* _Task to carry out_:
Would you count the lines of the listing that carry the word "name"? Give only the resulting number.

* _The input_:
==============================

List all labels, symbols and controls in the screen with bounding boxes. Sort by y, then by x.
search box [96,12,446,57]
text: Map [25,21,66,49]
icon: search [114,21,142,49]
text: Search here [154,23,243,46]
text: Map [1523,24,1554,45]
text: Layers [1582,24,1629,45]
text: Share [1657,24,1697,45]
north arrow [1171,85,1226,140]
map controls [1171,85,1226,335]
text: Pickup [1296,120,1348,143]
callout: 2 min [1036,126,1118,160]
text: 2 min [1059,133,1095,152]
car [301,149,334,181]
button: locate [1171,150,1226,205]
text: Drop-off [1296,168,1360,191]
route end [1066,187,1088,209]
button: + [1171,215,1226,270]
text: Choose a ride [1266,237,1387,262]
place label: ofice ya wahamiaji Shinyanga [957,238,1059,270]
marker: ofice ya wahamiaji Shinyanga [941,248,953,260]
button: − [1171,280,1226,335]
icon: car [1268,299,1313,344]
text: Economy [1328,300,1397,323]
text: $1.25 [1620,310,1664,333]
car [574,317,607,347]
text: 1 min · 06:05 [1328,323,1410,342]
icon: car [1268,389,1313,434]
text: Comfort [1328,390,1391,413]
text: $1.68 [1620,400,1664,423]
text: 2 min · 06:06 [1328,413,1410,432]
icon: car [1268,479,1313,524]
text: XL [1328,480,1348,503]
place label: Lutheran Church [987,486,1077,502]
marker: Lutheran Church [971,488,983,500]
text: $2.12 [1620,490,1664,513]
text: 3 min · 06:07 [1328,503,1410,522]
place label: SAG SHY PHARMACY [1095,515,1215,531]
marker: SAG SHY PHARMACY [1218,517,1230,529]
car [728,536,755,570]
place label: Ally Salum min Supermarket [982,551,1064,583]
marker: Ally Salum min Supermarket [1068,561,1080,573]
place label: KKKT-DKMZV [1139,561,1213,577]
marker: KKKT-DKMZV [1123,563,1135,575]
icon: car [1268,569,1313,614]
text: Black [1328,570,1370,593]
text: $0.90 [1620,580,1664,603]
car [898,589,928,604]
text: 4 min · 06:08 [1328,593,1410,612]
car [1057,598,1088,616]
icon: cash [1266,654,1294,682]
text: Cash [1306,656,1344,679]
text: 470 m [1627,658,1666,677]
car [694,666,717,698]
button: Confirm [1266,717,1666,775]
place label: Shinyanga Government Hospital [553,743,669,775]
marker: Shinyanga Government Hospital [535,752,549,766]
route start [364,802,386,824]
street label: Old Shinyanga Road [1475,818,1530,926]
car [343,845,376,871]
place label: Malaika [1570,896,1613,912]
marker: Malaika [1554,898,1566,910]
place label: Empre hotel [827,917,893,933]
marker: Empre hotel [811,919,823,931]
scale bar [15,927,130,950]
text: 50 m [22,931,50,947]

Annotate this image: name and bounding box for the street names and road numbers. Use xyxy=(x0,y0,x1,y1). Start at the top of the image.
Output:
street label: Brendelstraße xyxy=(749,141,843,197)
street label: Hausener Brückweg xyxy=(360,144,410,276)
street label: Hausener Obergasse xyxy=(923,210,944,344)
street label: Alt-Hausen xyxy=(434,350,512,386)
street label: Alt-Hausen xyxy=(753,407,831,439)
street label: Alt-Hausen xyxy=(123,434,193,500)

==============================

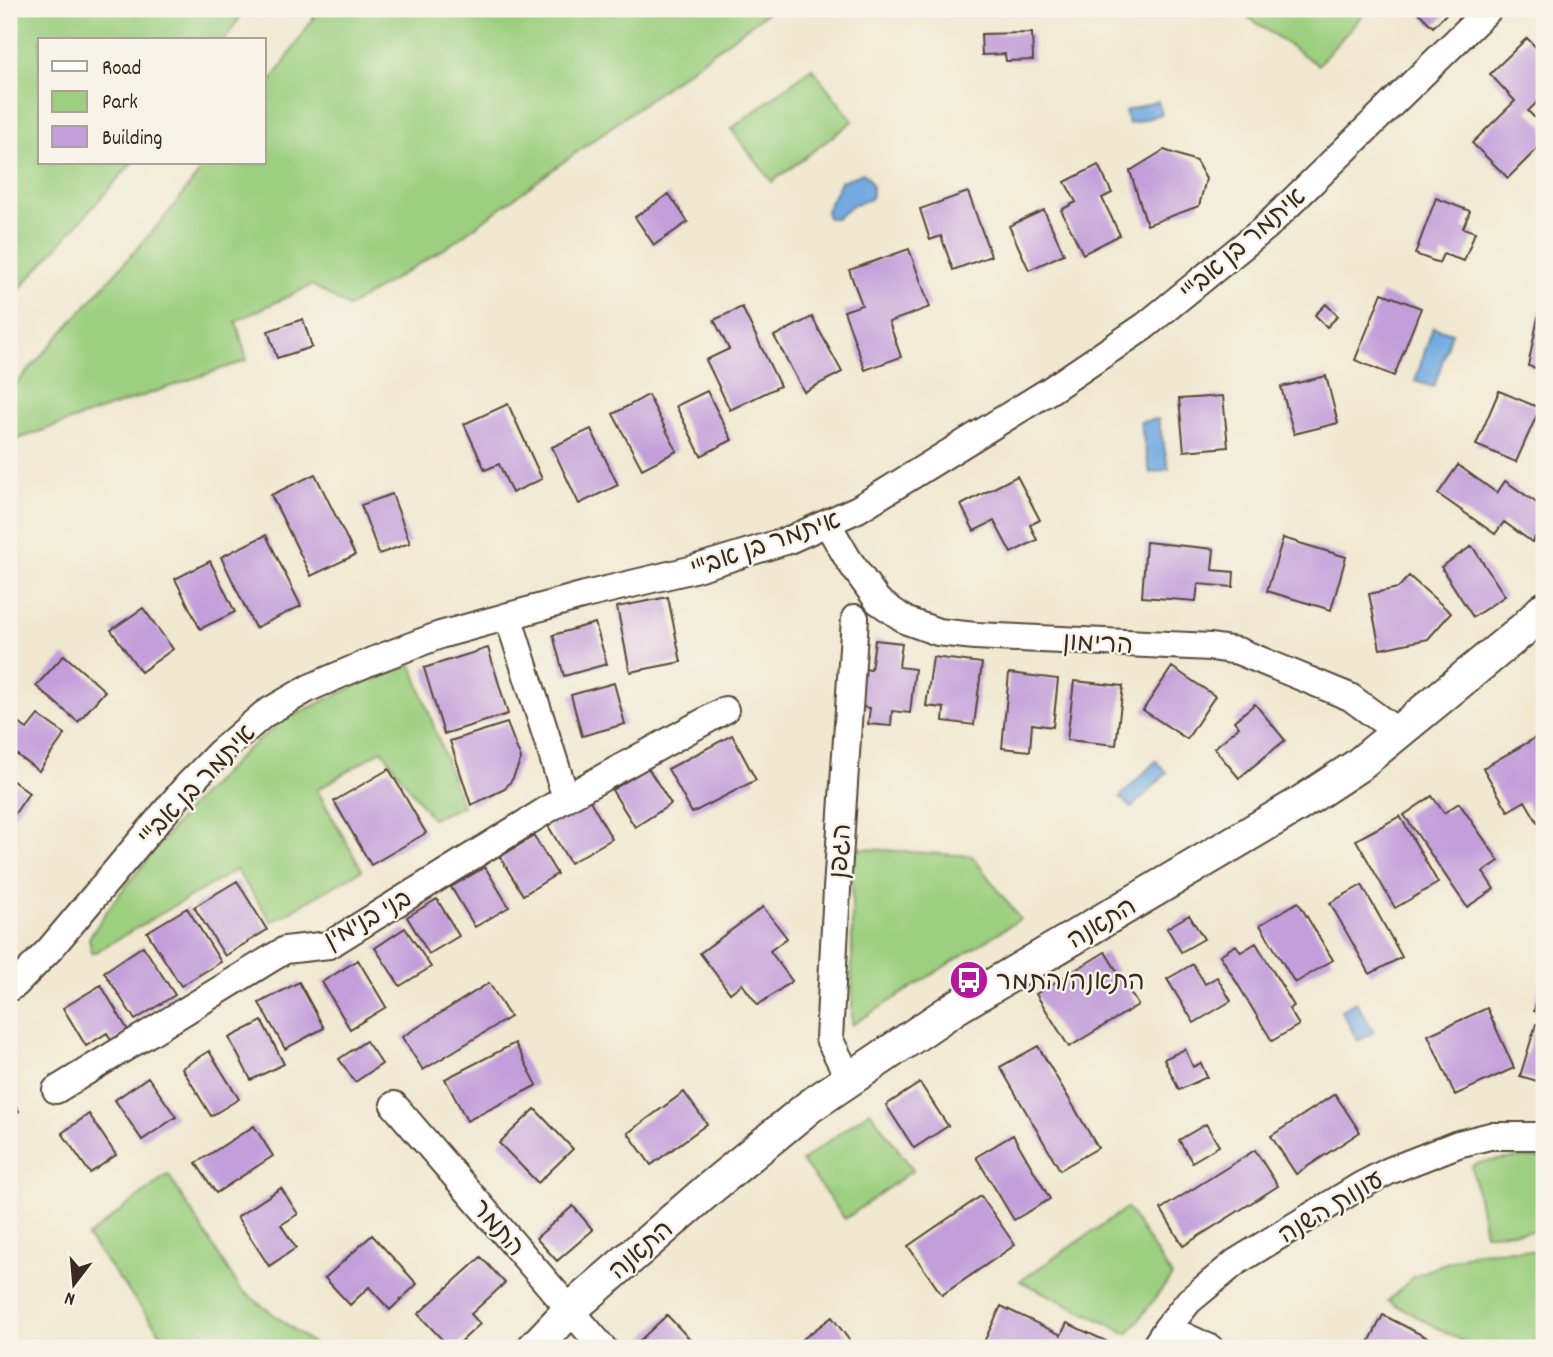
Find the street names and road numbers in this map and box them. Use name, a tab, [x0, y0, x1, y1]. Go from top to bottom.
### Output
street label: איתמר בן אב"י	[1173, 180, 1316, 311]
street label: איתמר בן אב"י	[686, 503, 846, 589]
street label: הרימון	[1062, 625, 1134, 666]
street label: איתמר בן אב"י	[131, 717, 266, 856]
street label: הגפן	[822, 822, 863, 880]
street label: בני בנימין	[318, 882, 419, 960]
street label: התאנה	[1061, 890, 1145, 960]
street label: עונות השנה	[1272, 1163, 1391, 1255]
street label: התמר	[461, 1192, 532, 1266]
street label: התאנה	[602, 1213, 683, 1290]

==============================

* _Exercise output_:
2